The listing below holds a line with "M423,1042L431,1075L407,1081L399,1048Z" and a line with "M516,326C522,336 532,343 539,353". Reproduce those two lines exactly, plus everything between them.

## DATA EXTRACTS
Start of Block
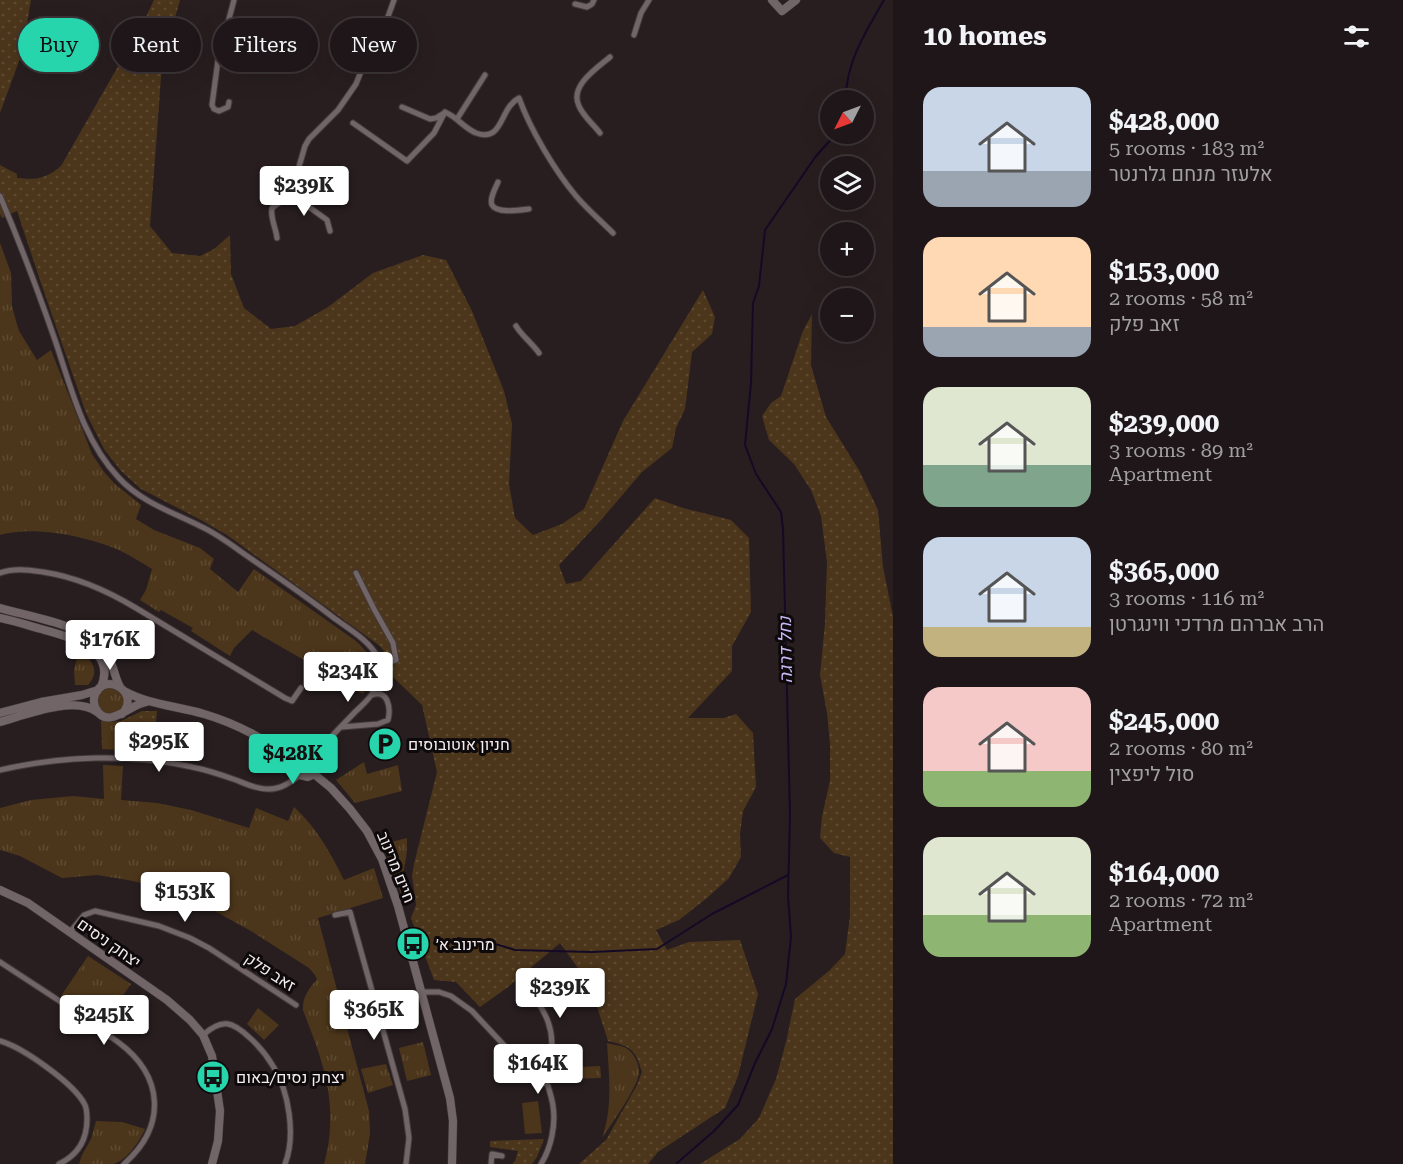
<!DOCTYPE html>
<meta charset="utf-8">
<style>
:root{--surface:#1e1618;--page:#2b2325;--text:#f1f3f6;--muted:#a19fa2;--line:#3c3537;--accent:#27d5ad}
body{margin:0;font-family:"Roboto Serif",Heebo,serif;background:var(--page);color:var(--text);height:100vh;display:flex;flex-direction:column;font-size:22px;white-space:nowrap}
*{box-sizing:border-box;margin:0}
p{font-size:20px;color:var(--muted)}
.icon{flex:none;width:33px;height:33px;fill:none;stroke:currentColor;stroke-width:2;stroke-linecap:round;stroke-linejoin:round}
.map{position:relative;flex:1;overflow:hidden}
.details{display:flex;flex-direction:column;background:var(--surface);width:510px}
.details>*{flex:none}
.banner{position:absolute;left:18px;top:18px;width:570px;height:54px;display:flex;gap:12px}
.needle{width:39px;rotate:228deg}
.fabs{position:absolute;left:820px;top:90px;display:grid;gap:12px}
.fabs a{display:grid;place-items:center;width:54px;height:54px;border-radius:50%;background:var(--surface);box-shadow:0 6px 24px #0002,0 0 0 2px var(--line);font-size:30px}
.price{position:absolute;translate:-50% -51px;padding:0 14px;border-radius:6px;background:#fff;color:#222;font-size:20px;line-height:39px;filter:drop-shadow(0 2px 3px #0008)}
.price::after{content:'';position:absolute;left:50%;top:36px;width:18px;height:14px;margin-left:-9px;background:inherit;clip-path:polygon(0 0,100% 0,50% 100%)}
.price.current{background:var(--accent);color:#111}
ul{padding:0;list-style:none}
li{display:flex;align-items:center;gap:18px;height:150px;padding:0 30px}
li span{display:grid;place-items:center;flex:none;width:168px;height:120px;border-radius:18px;color:#555}
li>.icon{margin-inline-start:auto}
span .icon{width:72px;height:72px;fill:#fffc;stroke-width:1}
li b{font-size:26px}
h2{display:flex;justify-content:space-between;align-items:center;height:72px;padding:0 30px;font-size:26px}
.tag{padding:0 21px;border-radius:27px;background:var(--surface);box-shadow:0 6px 24px #0002,0 0 0 2px var(--line);font-size:21px;line-height:54px}
.tag.current{background:var(--accent);color:#111}
main{display:flex;flex:1;min-height:0}
.map>svg:first-child{display:block}
.grass{fill:url(#grass-dots)}
.park{fill:url(#park-tufts)}
.garden{fill:#4c361b}
.lines{fill:none;stroke-linecap:round;stroke-linejoin:round}
.stream{stroke:#140a26;stroke-width:2}
.street-casing{stroke:#423a3c;stroke-width:7}
.secondary-casing{stroke:#423a3c;stroke-width:9}
.street{stroke:#716567;stroke-width:5}
.secondary{stroke:#716567;stroke-width:8}
.labels{text-anchor:middle;dominant-baseline:central;stroke-width:6;stroke-linejoin:round;paint-order:stroke}
.poi-label{font-size:16px;fill:#f4edef;stroke:#0e090a;text-anchor:start}
.street-label{font-size:16px;fill:#f4edef;stroke:#0e090a}
.water-label{font-size:18px;font-style:italic;fill:#c9baf7;stroke:#0e090a}
</style>
<main>
<div class="map">
<svg width="893" height="1164" viewBox="0 0 893 1164">
<defs>
<pattern id="grass-dots" width="8" height="8" patternUnits="userSpaceOnUse" patternTransform="scale(1.5)"><rect width="8" height="8" fill="#4c361b"/><path d="M2 2h.1M6 6h.1" fill="none" stroke="#5e4a31" stroke-width="1.8" stroke-linecap="round"/></pattern>
<pattern id="park-tufts" width="24" height="20" patternUnits="userSpaceOnUse" patternTransform="scale(1.5)"><rect width="24" height="20" fill="#4c361b"/><path d="M3 7l-1-3M5 7V3M7 7l1-3M15 17l-1-3M17 17v-4M19 17l1-3" fill="none" stroke="#5e4a31"/></pattern>
</defs>
<rect width="100%" height="100%" fill="#281e20"/>
<path class="grass" d="M0,0H31L22,53L0,113Z
M154,0H180L162,64L150,226L172,253L200,256L214,249L230,235L231,274L244,308L271,329L295,326L328,307L373,273L423,255L446,260L472,311L504,391L512,424L509,484L515,518L533,535L562,524L584,509L623,421L703,290L715,317L712,334L692,352L685,409L676,428L672,448L642,472L601,520L559,565L566,584L581,581L655,498L683,508L731,520L749,538L751,612L732,646V671L688,718H724L736,714L753,733L756,787L743,811L740,834L741,857L729,878L707,898L679,920L656,930L667,950L689,942L740,940L758,994L738,1076L725,1108L658,1152L648,1164H579L606,1140L637,1085L642,1072C635,1049 632,1047 608,1041L590,985L560,943L508,987L480,1007L456,982L434,980L411,918L416,905L412,875L414,864L437,772L422,705L393,677L388,657L380,646L227,535L201,520L141,489L121,471L104,449L86,413L42,286L17,211L2,218L0,214V165L17,174V178C36,180 46,179 61,166L144,21Z
M812,314L811,365L826,417L860,472L878,510L883,567L893,617V1164H700L740,1139L759,1118L776,1079L787,1038L795,999L830,970L845,954L850,916V857L834,853L820,838L822,816L830,781V744L827,713L820,675L825,623L827,562L821,516L811,490L794,464L769,440L762,416L771,403L781,396L803,331Z
M142,711H157L153,752L121,751V721Z
M544,1139L537,1157L532,1164H512L515,1161L518,1151L490,1147V1141Z"/>
<path class="park" d="M0,243L11,273L12,306L16,321L19,331L37,360L51,350L92,454L104,472L115,484L141,505L136,519L154,530L200,548L214,559L210,569L238,592L254,569L356,641C376,659 376,671 363,694L252,630L234,648L230,656L191,631L193,628L161,610L159,612L140,600L146,590L152,569C142,563 133,557 123,552C91,537 35,525 0,535Z
M79,650C92,660 101,671 88,685H75L74,670Z
M98 701a13 13 0 1 1 26 0a13 13 0 1 1-26 0Z
M101,720L107,722L121,721V750L102,749Z
M364,762L367,774L398,765L402,791L355,803L336,780Z
M103,765L123,766L121,800L157,803L191,810L249,828L256,808L288,821L294,807C317,828 330,852 344,880L374,868L383,898L318,918L369,1111L370,1134L365,1164H324C333,1134 332,1097 323,1067C318,1048 310,1029 303,1010C302,997 309,989 317,979L315,975L309,968L251,931L213,910L163,888L128,880L97,875L62,878L20,856L0,850V808L31,800L73,796L104,799Z
M407,838C407,844 407,852 406,858C404,871 399,882 408,893V899L404,902L383,844Z
M88,956L131,984L103,1024L61,996Z
M258,1008L279,1025L264,1040L247,1024Z
M423,1042L431,1075L407,1081L399,1048Z
M607,1043C613,1045 620,1045 626,1048C634,1053 639,1063 639,1072C639,1086 610,1126 602,1138C613,1108 609,1075 607,1043Z
M386,1064L393,1085L368,1093L361,1069Z
M600,1066L601,1078L562,1079V1068Z
M96,1121L122,1122L145,1129C140,1140 127,1161 113,1164C103,1164 90,1164 79,1164L82,1155L91,1139Z"/>
<path class="garden" d="M538,1101L542,1133L525,1134L522,1103Z"/>
<g class="lines">
<path class="stream" d="M846,100C845,64 866,31 884,0
M458,938L499,945L515,950L592,952L657,949L712,914L788,875
M676,1164L714,1131L738,1105L755,1063L772,1029L786,984L791,937L788,896L790,815L783,529L781,512L756,474L745,445L751,383L753,303L759,286L765,230L816,156L836,134"/>
<defs>
<path id="street" d="M575,4L587,7L592,4L594,0
M634,35L641,13L649,0
M229,102L228,107L219,111L214,109L212,105L218,60L234,0
M402,107L430,119L436,118L444,113
M445,112C457,117 464,128 476,133C504,143 499,108 519,98C530,129 555,171 576,196C587,209 601,221 613,233
M457,119L485,75
M353,123L407,161L434,133L445,112
M600,133C593,124 583,116 579,106C569,86 597,68 610,57
M498,182C496,187 489,199 492,205C497,214 521,210 529,209
M291,194L327,220L330,231
M0,196C20,243 38,291 55,340C71,387 83,440 119,478C141,502 172,512 200,526C218,534 234,547 250,558C278,577 307,597 334,618C349,629 370,641 378,658C382,668 378,683 373,692C369,700 361,706 355,712C340,728 324,742 313,760
M277,238C276,228 270,218 272,208L291,194L305,146L309,139L338,110L356,84L364,64L380,39L394,0
M516,326C522,336 532,343 539,353
M0,573C14,568 28,570 43,572C77,577 106,590 136,608L285,698L292,701L301,688
M356,573L374,609L393,643L396,660L380,665
M342,727L378,724L388,720C391,708 388,689 372,695
M0,770C62,756 130,753 192,767C207,770 222,775 236,780C246,784 256,789 267,789C280,790 291,782 300,775
M335,915L350,912L405,1109L409,1138L406,1164
M70,932L84,915L95,911L159,926L190,938L209,948L296,1005
M0,962L55,998L118,1042C164,1076 167,1126 124,1164
M525,985C545,1009 559,1033 548,1065
M422,992H439L451,996L472,1011L530,1073
M203,1035C222,1018 232,1021 250,1038C259,1046 267,1056 273,1066C289,1091 296,1136 285,1164
M0,1041C22,1047 75,1084 85,1105C87,1110 87,1114 87,1119C87,1139 78,1155 59,1164
M530 1073a11 11 0 1 1 22 0a11 11 0 1 1-22 0Z
M491,1164L492,1154L502,1156
M541,1164C551,1148 556,1125 553,1106C552,1098 549,1090 547,1082"/>
<path id="secondary" d="M772,0L782,11L796,0
M0,608C31,617 88,625 106,652C113,662 114,676 120,687
M0,618C14,621 27,625 41,629C67,636 118,648 101,687
M124,691C149,705 178,706 204,714C239,724 268,742 299,761
M0,713L41,702L82,695L98,690
M122,714C142,691 103,671 95,695C93,700 94,705 96,709C108,731 130,704 146,702
M0,722C25,715 74,695 97,712
M299,761L297,769L300,775L308,777L314,774
M299,761L306,758L313,760L317,767L314,774
M314,774L331,788L350,809L367,831L382,859L398,906L450,1098L453,1121L452,1164
M0,890L28,903L167,1000L190,1020L203,1035L212,1056L220,1111L218,1141L212,1164"/>
</defs>
<use href="#street" class="street-casing"/>
<use href="#secondary" class="secondary-casing"/>
<use href="#street" class="street"/>
<use href="#secondary" class="secondary"/>
</g>
<defs>
<symbol id="parking-disc" viewBox="-11 -11 22 22"><circle r="9.5" fill="#27d5ad" stroke="#0e090a"/><path d="M-3.5-5.5H1a3.5 3.5 0 0 1 0 7H-1V5.5H-3.5ZM-1-3.4V-.6H.8a1.4 1.4 0 0 0 0-2.8Z" fill="#111"/></symbol>
<symbol id="bus-disc" viewBox="-11 -11 22 22"><circle r="9.5" fill="#27d5ad" stroke="#0e090a"/><path d="M-5-6H5V4H4V6H2V4H-2V6H-4V4H-5ZM-3.5-4V0h7V-4ZM-3.5 1.2v1.5H-2V1.2ZM2 1.2v1.5H3.5V1.2Z" fill="#111"/></symbol>
</defs>
<g fill-rule="evenodd">
<use href="#parking-disc" x="366" y="725" width="38" height="38"/>
<use href="#bus-disc" x="394" y="925" width="38" height="38"/>
<use href="#bus-disc" x="194" y="1058" width="38" height="38"/>
</g>
<g class="labels">
<g class="poi-label">
<text x="408" y="744">חניון אוטובוסים</text>
<text x="436" y="944">מרינוב א׳</text>
<text x="236" y="1077">יצחק נסים/באום</text>
</g>
<g class="street-label">
<text transform="translate(396 867) rotate(68)">חיים מרינוב</text>
<text transform="translate(109 943) rotate(35)">יצחק ניסים</text>
<text transform="translate(270 972) rotate(33)">זאב פלק</text>
</g>
<g class="water-label">
<text transform="translate(785 650) rotate(-91)">נחל דרגה</text>
</g>
</g>
</svg>
<div class="fabs">
<a><svg class="needle" viewBox="-14 -14 28 28"><path d="M0-13l5 13h-10z" fill="#e53935"/><path d="M0 13l5-13h-10z" fill="#a19fa2"/></svg></a>
<a><svg class="icon" aria-label="layers" viewBox="0 0 24 24"><path d="M12 4l9 5-9 5-9-5zM3 14l9 5 9-5"/></svg></a>
<a>+</a>
<a>−</a>
</div>
<b class="price" style="left:304px;top:217px">$239K</b>
<b class="price" style="left:110px;top:671px">$176K</b>
<b class="price" style="left:348px;top:703px">$234K</b>
<b class="price" style="left:159px;top:773px">$295K</b>
<b class="price current" style="left:293px;top:785px">$428K</b>
<b class="price" style="left:185px;top:923px">$153K</b>
<b class="price" style="left:560px;top:1019px">$239K</b>
<b class="price" style="left:374px;top:1041px">$365K</b>
<b class="price" style="left:104px;top:1046px">$245K</b>
<b class="price" style="left:538px;top:1095px">$164K</b>
<div class="banner">
<a class="tag current">Buy</a>
<a class="tag">Rent</a>
<a class="tag">Filters</a>
<a class="tag">New</a>
</div>
</div>
<section class="details">
<h2>10 homes<svg class="icon" aria-label="filters" viewBox="0 0 24 24"><path d="M4 7h16M4 17h16"/><circle cx="9" cy="7" r="2"/><circle cx="15" cy="17" r="2"/></svg></h2>
<ul>
<li><span style="background:linear-gradient(#c9d6e8 70%,#9aa5b1 0)"><svg class="icon" aria-label="home" viewBox="0 0 24 24"><path d="M3 11l9-7 9 7M6 9v11h12V9"/></svg></span><div><b>$428,000</b><p>5 rooms · 183 m²</p><p>אלעזר מנחם גלרנטר</p></div></li>
<li><span style="background:linear-gradient(#ffd9b3 75%,#9aa5b1 0)"><svg class="icon" aria-label="home" viewBox="0 0 24 24"><path d="M3 11l9-7 9 7M6 9v11h12V9"/></svg></span><div><b>$153,000</b><p>2 rooms · 58 m²</p><p>זאב פלק</p></div></li>
<li><span style="background:linear-gradient(#dfe7d0 65%,#7fa58c 0)"><svg class="icon" aria-label="home" viewBox="0 0 24 24"><path d="M3 11l9-7 9 7M6 9v11h12V9"/></svg></span><div><b>$239,000</b><p>3 rooms · 89 m²</p><p>Apartment</p></div></li>
<li><span style="background:linear-gradient(#c9d6e8 75%,#c2b280 0)"><svg class="icon" aria-label="home" viewBox="0 0 24 24"><path d="M3 11l9-7 9 7M6 9v11h12V9"/></svg></span><div><b>$365,000</b><p>3 rooms · 116 m²</p><p>הרב אברהם מרדכי ווינגרטן</p></div></li>
<li><span style="background:linear-gradient(#f6c9c9 70%,#8fb573 0)"><svg class="icon" aria-label="home" viewBox="0 0 24 24"><path d="M3 11l9-7 9 7M6 9v11h12V9"/></svg></span><div><b>$245,000</b><p>2 rooms · 80 m²</p><p>סול ליפצין</p></div></li>
<li><span style="background:linear-gradient(#dfe7d0 65%,#8fb573 0)"><svg class="icon" aria-label="home" viewBox="0 0 24 24"><path d="M3 11l9-7 9 7M6 9v11h12V9"/></svg></span><div><b>$164,000</b><p>2 rooms · 72 m²</p><p>Apartment</p></div></li>
</ul>
</section>
</main>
End of Block
## ANSWER SPACE
M423,1042L431,1075L407,1081L399,1048Z
M607,1043C613,1045 620,1045 626,1048C634,1053 639,1063 639,1072C639,1086 610,1126 602,1138C613,1108 609,1075 607,1043Z
M386,1064L393,1085L368,1093L361,1069Z
M600,1066L601,1078L562,1079V1068Z
M96,1121L122,1122L145,1129C140,1140 127,1161 113,1164C103,1164 90,1164 79,1164L82,1155L91,1139Z"/>
<path class="garden" d="M538,1101L542,1133L525,1134L522,1103Z"/>
<g class="lines">
<path class="stream" d="M846,100C845,64 866,31 884,0
M458,938L499,945L515,950L592,952L657,949L712,914L788,875
M676,1164L714,1131L738,1105L755,1063L772,1029L786,984L791,937L788,896L790,815L783,529L781,512L756,474L745,445L751,383L753,303L759,286L765,230L816,156L836,134"/>
<defs>
<path id="street" d="M575,4L587,7L592,4L594,0
M634,35L641,13L649,0
M229,102L228,107L219,111L214,109L212,105L218,60L234,0
M402,107L430,119L436,118L444,113
M445,112C457,117 464,128 476,133C504,143 499,108 519,98C530,129 555,171 576,196C587,209 601,221 613,233
M457,119L485,75
M353,123L407,161L434,133L445,112
M600,133C593,124 583,116 579,106C569,86 597,68 610,57
M498,182C496,187 489,199 492,205C497,214 521,210 529,209
M291,194L327,220L330,231
M0,196C20,243 38,291 55,340C71,387 83,440 119,478C141,502 172,512 200,526C218,534 234,547 250,558C278,577 307,597 334,618C349,629 370,641 378,658C382,668 378,683 373,692C369,700 361,706 355,712C340,728 324,742 313,760
M277,238C276,228 270,218 272,208L291,194L305,146L309,139L338,110L356,84L364,64L380,39L394,0
M516,326C522,336 532,343 539,353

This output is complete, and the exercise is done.